_Action item_
Work out how many lines of the listing below mention the word "lineWidth", and give only that figure.

_Records for this exercise_

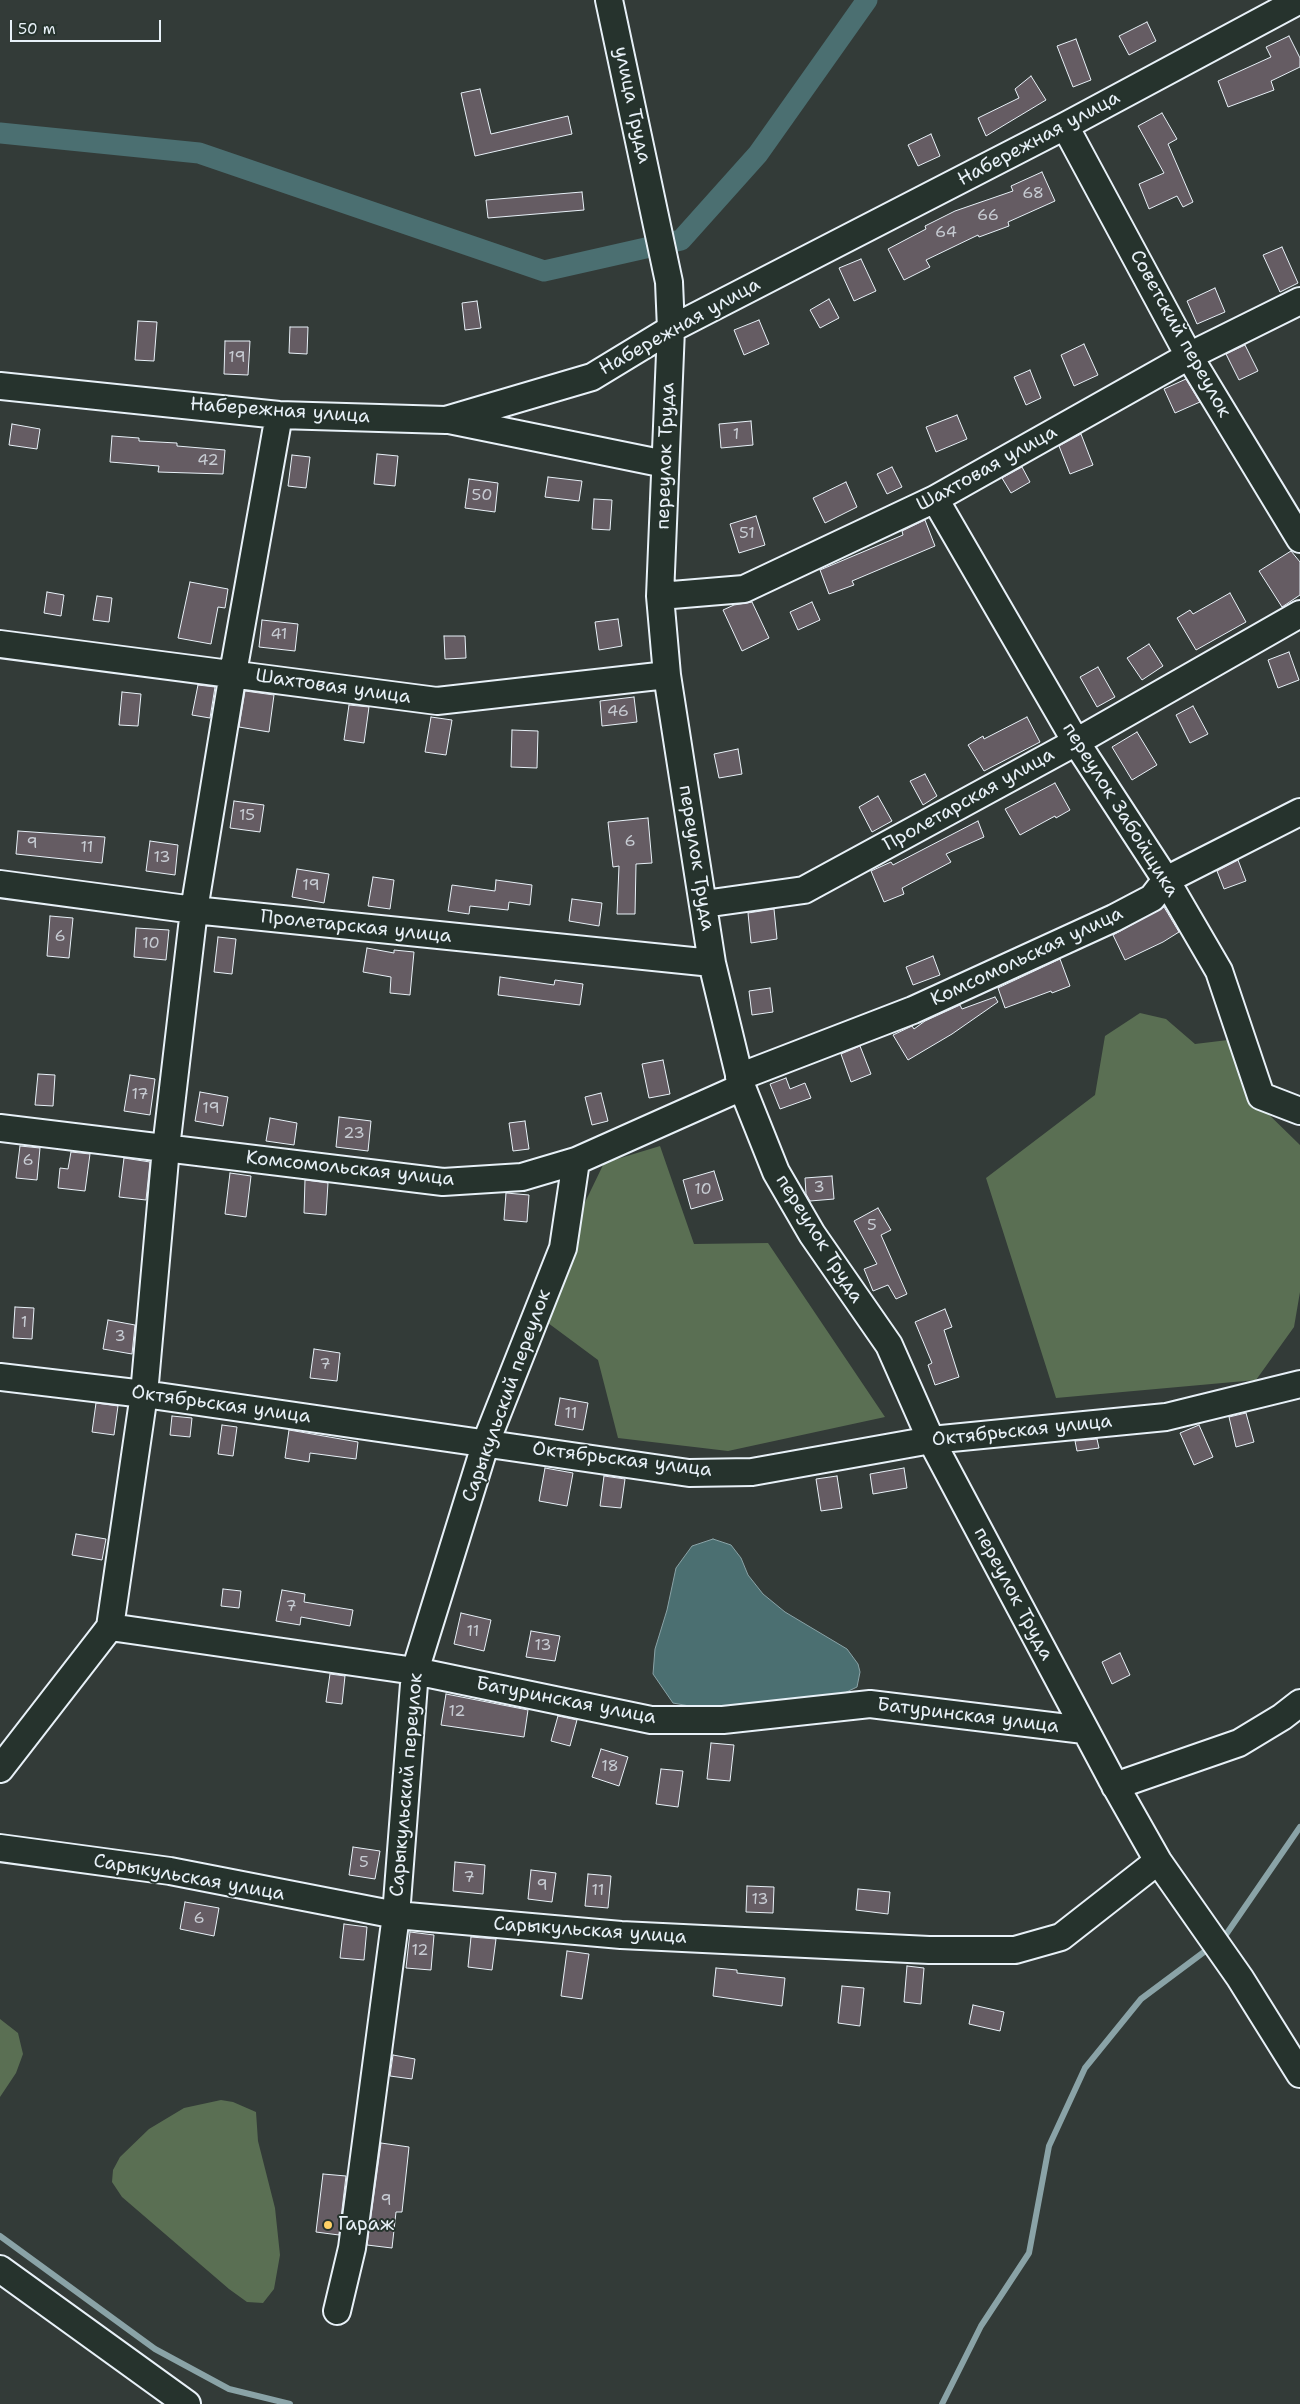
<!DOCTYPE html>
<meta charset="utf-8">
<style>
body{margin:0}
#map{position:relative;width:1300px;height:2404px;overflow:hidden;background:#333b38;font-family:"Shantell Sans",sans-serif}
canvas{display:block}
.scale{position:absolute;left:10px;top:20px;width:151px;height:22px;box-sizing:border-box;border:2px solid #e8f1f8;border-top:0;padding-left:6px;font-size:15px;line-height:18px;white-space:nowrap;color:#e8f1f8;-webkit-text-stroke:4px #26332d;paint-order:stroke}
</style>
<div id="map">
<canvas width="1300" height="2404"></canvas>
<div class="scale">50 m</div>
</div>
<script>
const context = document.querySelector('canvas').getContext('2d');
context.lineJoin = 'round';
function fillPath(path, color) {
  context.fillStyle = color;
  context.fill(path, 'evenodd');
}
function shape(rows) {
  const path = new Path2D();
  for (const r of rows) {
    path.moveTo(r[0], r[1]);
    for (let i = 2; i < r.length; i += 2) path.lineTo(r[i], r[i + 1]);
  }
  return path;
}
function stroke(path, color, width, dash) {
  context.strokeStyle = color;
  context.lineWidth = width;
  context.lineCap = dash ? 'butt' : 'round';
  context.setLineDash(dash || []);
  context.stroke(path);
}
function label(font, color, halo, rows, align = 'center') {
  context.font = font + ' "Shantell Sans",sans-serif';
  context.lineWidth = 4;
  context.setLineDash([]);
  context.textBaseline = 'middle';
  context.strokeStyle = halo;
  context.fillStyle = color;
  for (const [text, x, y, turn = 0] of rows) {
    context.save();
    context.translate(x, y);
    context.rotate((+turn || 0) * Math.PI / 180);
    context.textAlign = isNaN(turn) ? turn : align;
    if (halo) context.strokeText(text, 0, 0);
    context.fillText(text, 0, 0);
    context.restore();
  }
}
const green = shape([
 [1140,1013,1166,1019,1195,1044,1228,1040,1258,1104,1300,1145,1300,1292,1294,1327,1256,1380,1056,1398,986,1178,1095,1095,1105,1036],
 [660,1146,694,1244,768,1243,885,1417,728,1451,618,1438,598,1360,544,1320,576,1221,604,1163],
 [0,2019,18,2033,23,2054,16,2073,0,2097],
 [221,2100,233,2102,256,2112,258,2141,275,2208,280,2255,274,2289,263,2303,247,2302,229,2289,122,2197,112,2182,113,2170,120,2157,149,2129,184,2108]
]);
const water = shape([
 [713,1539,731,1545,741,1558,748,1575,763,1594,785,1612,847,1649,858,1664,860,1672,857,1687,838,1696,717,1711,673,1703,653,1674,655,1649,667,1610,676,1568,692,1546,713,1539]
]);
const stream = shape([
 [1220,1940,1225,1936,1300,1827],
 [0,2236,155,2349,229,2389,290,2404],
 [942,2404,981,2326,1029,2253,1049,2146,1085,2068,1141,1999,1212,1946]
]);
const canal = shape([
 [0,133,199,153,544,271,681,240,758,154,867,0]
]);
const building = shape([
 [1147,22,1156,41,1129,55,1119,36,1147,22],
 [1289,36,1300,58,1300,67,1271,81,1274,90,1228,107,1218,81,1271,57,1266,47,1289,36],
 [1076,39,1091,80,1073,87,1057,46,1076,39],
 [1031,76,1046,100,986,136,978,118,1019,98,1015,89,1031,76],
 [480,89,491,134,568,116,572,134,475,156,461,93,480,89],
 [1162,113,1177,139,1168,144,1193,202,1183,207,1177,196,1149,209,1139,184,1164,173,1138,126,1162,113],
 [931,134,940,156,918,166,908,145,931,134],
 [1042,172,1055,201,1008,222,1009,226,979,237,978,235,926,260,930,267,904,280,888,249,926,229,925,226,955,211,1013,191,1011,186,1042,172],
 [582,192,584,210,488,218,486,200,582,192],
 [1282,247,1298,283,1280,292,1263,255,1282,247],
 [861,259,876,291,854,301,839,268,861,259],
 [1215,288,1225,312,1197,324,1187,301,1215,288],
 [829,299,839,318,820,328,810,310,829,299],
 [477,301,481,328,465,330,462,303,477,301],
 [759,320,769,344,744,355,734,330,759,320],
 [138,321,157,322,154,361,135,360,138,321],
 [290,327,308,327,307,354,289,353,290,327],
 [225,341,250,341,248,375,224,374,225,341],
 [1084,344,1098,375,1074,386,1061,355,1084,344],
 [1245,345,1258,371,1239,380,1226,354,1245,345],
 [1030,370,1041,398,1026,405,1014,377,1030,370],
 [1186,379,1200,402,1175,413,1164,389,1186,379],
 [957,415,967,439,936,452,926,427,957,415],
 [751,421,753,445,721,448,719,424,751,421],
 [12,424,40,429,37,449,9,445,12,424],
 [1081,434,1093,465,1070,474,1059,446,1081,434],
 [112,436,139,438,139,441,177,443,177,446,225,450,223,474,158,472,159,466,110,462,112,436],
 [377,454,398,456,395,486,374,484,377,454],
 [292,455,310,457,306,488,288,486,292,455],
 [892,467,902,487,887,494,877,474,892,467],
 [1022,467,1030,482,1011,493,1002,478,1022,467],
 [548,477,582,481,579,501,545,497,548,477],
 [469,479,498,483,495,512,465,508,469,479],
 [846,482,857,507,825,523,813,498,846,482],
 [594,499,612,500,610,530,592,529,594,499],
 [756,516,765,545,739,553,730,524,756,516],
 [925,520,935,546,852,581,854,585,829,594,820,570,903,535,902,531,925,520],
 [1291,551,1300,562,1300,595,1282,607,1259,571,1291,551],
 [190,582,228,589,225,608,218,607,211,644,178,638,190,582],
 [47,592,64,595,61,616,44,613,47,592],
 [1230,593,1246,622,1196,650,1177,618,1190,610,1193,614,1230,593],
 [97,596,112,598,109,622,93,620,97,596],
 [752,602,769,638,742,651,723,610,734,605,752,602],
 [812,602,820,620,798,630,790,612,812,602],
 [618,619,622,646,599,650,595,622,618,619],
 [262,620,298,624,295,651,259,647,262,620],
 [444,636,465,636,466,658,445,659,444,636],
 [1149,644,1163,666,1142,680,1127,658,1149,644],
 [1289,652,1299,680,1278,688,1268,660,1289,652],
 [1098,667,1115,697,1097,707,1080,677,1098,667],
 [198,685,215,687,210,718,192,715,198,685],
 [245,691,274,695,269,732,239,727,245,691],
 [122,692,141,694,138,726,119,725,122,692],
 [634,697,637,722,602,726,600,701,634,697],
 [349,705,369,707,364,743,344,740,349,705],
 [1193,706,1208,734,1190,743,1176,715,1193,706],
 [431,717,452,720,446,755,425,752,431,717],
 [1027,717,1040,742,984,771,968,745,983,736,984,739,1027,717],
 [512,730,538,731,537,768,511,767,512,730],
 [1137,732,1157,765,1132,780,1112,747,1137,732],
 [738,749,742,774,719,778,714,754,738,749],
 [925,774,937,796,923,805,910,781,925,774],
 [1055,783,1070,810,1056,818,1055,816,1020,835,1005,809,1055,783],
 [878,796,892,821,872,832,859,807,878,796],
 [234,801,264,805,260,832,230,828,234,801],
 [648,818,652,863,636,864,635,914,617,914,619,866,613,867,608,822,648,818],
 [978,821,984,837,946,854,951,862,902,888,904,894,884,902,871,871,891,862,893,865,978,821],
 [18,831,105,837,102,863,16,854,18,831],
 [150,841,178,845,175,875,146,871,150,841],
 [1238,860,1246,881,1224,889,1217,871,1238,860],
 [297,869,329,874,324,903,292,897,297,869],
 [373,877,394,880,390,909,368,906,373,877],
 [496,880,532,885,530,905,509,902,508,910,470,906,469,914,448,911,452,885,495,891,496,880],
 [572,899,602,903,599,926,569,921,572,899],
 [1164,907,1179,932,1163,942,1125,960,1113,935,1164,907],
 [774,909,777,939,751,943,748,913,774,909],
 [50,916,73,918,69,958,47,956,50,916],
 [136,928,169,930,166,960,134,957,136,928],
 [218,937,236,939,232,974,214,972,218,937],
 [367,948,394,953,394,950,414,952,410,995,390,993,391,977,363,972,367,948],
 [933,956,940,975,913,985,906,967,933,956],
 [1060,959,1070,986,1052,993,1051,991,1005,1008,998,988,1060,959],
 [500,977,554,985,555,980,583,984,580,1005,498,995,500,977],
 [770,988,773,1012,752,1015,749,991,770,988],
 [995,997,998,1002,952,1034,908,1060,893,1035,912,1026,914,1029,925,1021,960,1005,962,1009,995,997],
 [860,1046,871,1074,851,1082,841,1054,860,1046],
 [663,1060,670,1094,649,1098,642,1064,663,1060],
 [38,1074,55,1075,53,1106,35,1105,38,1074],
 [130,1075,155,1079,150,1115,124,1111,130,1075],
 [786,1078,790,1089,805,1083,811,1098,780,1109,770,1084,786,1078],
 [200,1092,228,1097,223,1126,195,1121,200,1092],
 [601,1093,608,1121,592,1125,585,1097,601,1093],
 [339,1117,371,1121,368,1151,336,1147,339,1117],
 [270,1118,297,1123,294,1145,266,1141,270,1118],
 [525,1121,529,1149,513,1151,509,1123,525,1121],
 [20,1146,40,1148,37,1180,16,1178,20,1146],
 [71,1152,90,1154,85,1191,58,1188,60,1168,68,1169,71,1152],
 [124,1158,150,1162,146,1200,119,1197,124,1158],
 [714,1171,723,1200,691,1209,683,1180,714,1171],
 [230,1173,251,1176,246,1217,225,1214,230,1173],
 [832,1176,834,1199,810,1201,806,1194,805,1178,832,1176],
 [305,1180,328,1183,326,1215,304,1213,305,1180],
 [506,1193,529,1195,527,1222,504,1220,506,1193],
 [878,1208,891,1230,881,1235,907,1294,896,1299,888,1285,873,1291,864,1269,877,1264,854,1221,878,1208],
 [15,1307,34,1308,32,1339,13,1338,15,1307],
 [945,1309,952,1327,944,1330,959,1377,935,1385,928,1365,932,1363,915,1322,945,1309],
 [108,1320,135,1325,132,1354,103,1349,108,1320],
 [314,1349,340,1353,337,1381,310,1378,314,1349],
 [560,1398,588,1403,583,1430,555,1425,560,1398],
 [96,1403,118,1406,114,1435,92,1432,96,1403],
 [1246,1413,1254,1442,1236,1447,1229,1417,1246,1413],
 [172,1416,192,1418,190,1437,170,1435,172,1416],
 [222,1425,237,1427,233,1456,218,1454,222,1425],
 [1199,1425,1213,1457,1194,1465,1180,1433,1199,1425],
 [289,1430,358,1442,356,1459,310,1453,309,1462,285,1458,289,1430],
 [1097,1439,1099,1448,1077,1451,1075,1441,1097,1439],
 [545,1468,573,1473,567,1506,539,1501,545,1468],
 [904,1468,907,1488,873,1494,870,1474,904,1468],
 [604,1476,625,1479,621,1508,600,1506,604,1476],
 [837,1476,842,1508,821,1511,816,1479,837,1476],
 [76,1534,106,1539,102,1560,72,1555,76,1534],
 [223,1589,241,1591,239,1608,221,1606,223,1589],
 [282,1590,305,1594,304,1602,353,1610,350,1626,301,1617,300,1625,276,1621,282,1590],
 [461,1613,491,1620,484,1651,454,1644,461,1613],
 [531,1631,560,1636,555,1661,526,1657,531,1631],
 [1120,1653,1130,1675,1112,1684,1102,1662,1120,1653],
 [330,1674,345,1676,342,1704,326,1702,330,1674],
 [446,1694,528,1710,524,1737,441,1725,446,1694],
 [558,1716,577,1720,570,1746,551,1741,558,1716],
 [711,1743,734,1745,730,1781,707,1779,711,1743],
 [601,1749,628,1757,619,1786,592,1777,601,1749],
 [661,1769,683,1771,678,1807,656,1804,661,1769],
 [353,1847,380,1851,375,1879,349,1875,353,1847],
 [455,1862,485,1865,483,1894,453,1891,455,1862],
 [531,1870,556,1873,552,1902,528,1899,531,1870],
 [588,1874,611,1876,608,1908,585,1906,588,1874],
 [747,1886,774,1887,773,1913,746,1912,747,1886],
 [858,1889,890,1892,888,1914,856,1910,858,1889],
 [185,1902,219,1908,214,1936,180,1929,185,1902],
 [344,1924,367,1927,364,1960,340,1958,344,1924],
 [410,1932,434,1935,431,1970,406,1968,410,1932],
 [471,1937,496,1939,492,1970,468,1967,471,1937],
 [567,1951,589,1954,582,1999,561,1996,567,1951],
 [907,1966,924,1968,921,2004,904,2002,907,1966],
 [716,1968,737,1970,737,1973,785,1978,782,2006,713,1996,716,1968],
 [842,1986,864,1988,860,2026,838,2023,842,1986],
 [973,2005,1004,2012,1000,2031,969,2024,973,2005],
 [393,2055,415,2059,412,2079,390,2076,393,2055],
 [381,2143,409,2147,402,2212,396,2212,392,2248,367,2245,381,2143],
 [323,2174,346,2176,339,2235,316,2232,323,2174]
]);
const minor = shape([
 [609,0,669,282,671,329,660,596,667,675,712,963,742,1087,776,1172,812,1234,889,1345,931,1440,1111,1778,1158,1861,1240,1978,1300,2074],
 [1065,126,1189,356,1300,539],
 [0,386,279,415,446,420,592,377,671,329,1065,126,1300,0],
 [449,420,665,464],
 [935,499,1076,742,1166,880,1219,971,1261,1096,1300,1111],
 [660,596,744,589,935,499,1189,356,1300,301],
 [0,644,437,701,667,675],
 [0,884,194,910,712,963],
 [704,904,804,890,1076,742,1300,614],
 [739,1077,913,1010,1114,918,1152,898,1166,880,1300,812],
 [0,1128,443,1182,522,1177,576,1161,742,1087],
 [0,1377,144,1394,689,1473,752,1472,931,1440,1166,1417,1300,1384],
 [110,1627,415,1671,651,1720,723,1720,870,1704,1084,1730],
 [0,1769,110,1627,144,1394,166,1148,194,910,233,673,279,415],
 [1115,1786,1239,1743,1282,1717,1300,1703],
 [0,1848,170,1871,396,1915,621,1935,929,1950,1015,1950,1061,1937,1158,1861],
 [0,2269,187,2404],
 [337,2311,352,2248,396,1915,415,1671,486,1442,563,1248,576,1161]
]);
const markers = [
 [328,2225,5,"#ffd166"]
];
const numberNames = [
 ["68",1033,194],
 ["66",988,216],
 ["64",946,233],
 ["19",237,358],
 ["1",736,435],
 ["42",208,461],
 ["50",482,496],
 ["51",747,534],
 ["41",279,635],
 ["46",618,712],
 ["15",247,816],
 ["6",630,842],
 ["9",32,844],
 ["11",87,848],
 ["13",162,858],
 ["19",311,886],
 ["6",60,937],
 ["10",151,944],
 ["17",140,1095],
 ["19",211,1109],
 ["23",354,1134],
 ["6",28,1161],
 ["3",819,1188],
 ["10",703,1190],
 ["5",872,1226],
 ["1",24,1323],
 ["3",120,1337],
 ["7",325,1365],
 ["11",571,1414],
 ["7",291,1607],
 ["11",473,1632],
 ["13",543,1646],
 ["12",457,1712],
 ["18",610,1767],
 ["5",364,1863],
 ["7",469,1878],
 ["9",542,1886],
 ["11",598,1891],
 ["13",760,1900],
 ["6",199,1919],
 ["12",420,1951],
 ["9",386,2201]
];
const streetNames = [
 ["улица Труда",632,105,78],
 ["Набережная улица",1039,139,-28],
 ["Набережная улица",680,327,-29],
 ["Советский переулок",1180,334,61],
 ["Набережная улица",280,411,4],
 ["переулок Труда",666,456,-88],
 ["Шахтовая улица",987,469,-29],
 ["Шахтовая улица",333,687,8],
 ["Пролетарская улица",969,800,-29],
 ["переулок Забойщика",1120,810,58],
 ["переулок Труда",696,858,81],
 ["Пролетарская улица",356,927,6],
 ["Комсомольская улица",1027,957,-25],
 ["Комсомольская улица",350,1169,6],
 ["переулок Труда",819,1239,58],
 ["Сарыкульский переулок",507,1396,-70],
 ["Октябрьская улица",221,1405,8],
 ["Октябрьская улица",1022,1431,-6],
 ["Октябрьская улица",622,1460,7],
 ["переулок Труда",1013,1594,62],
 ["Батуринская улица",566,1701,11],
 ["Батуринская улица",968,1716,7],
 ["Сарыкульский переулок",407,1785,-85],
 ["Сарыкульская улица",189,1878,10],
 ["Сарыкульская улица",590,1931,4]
];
const poiNames = [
 ["Гараж",338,2225]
];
fillPath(green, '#5a6f53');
fillPath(water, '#4b6f71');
stroke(water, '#8aa3a7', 1);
stroke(stream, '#8aa3a7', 6);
stroke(canal, '#4b6f71', 21);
fillPath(building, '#655c63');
stroke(building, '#e8f1f8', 1);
stroke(minor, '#e8f1f8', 30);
stroke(minor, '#26332d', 26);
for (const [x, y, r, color] of markers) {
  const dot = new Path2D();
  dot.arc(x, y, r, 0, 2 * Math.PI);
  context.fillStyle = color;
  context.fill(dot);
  stroke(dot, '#26332d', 2);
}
label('16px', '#c7ccd3', null, numberNames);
label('19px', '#e8f1f8', '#26332d', streetNames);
label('19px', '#e8f1f8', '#26332d', poiNames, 'left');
</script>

_Response to the task_
2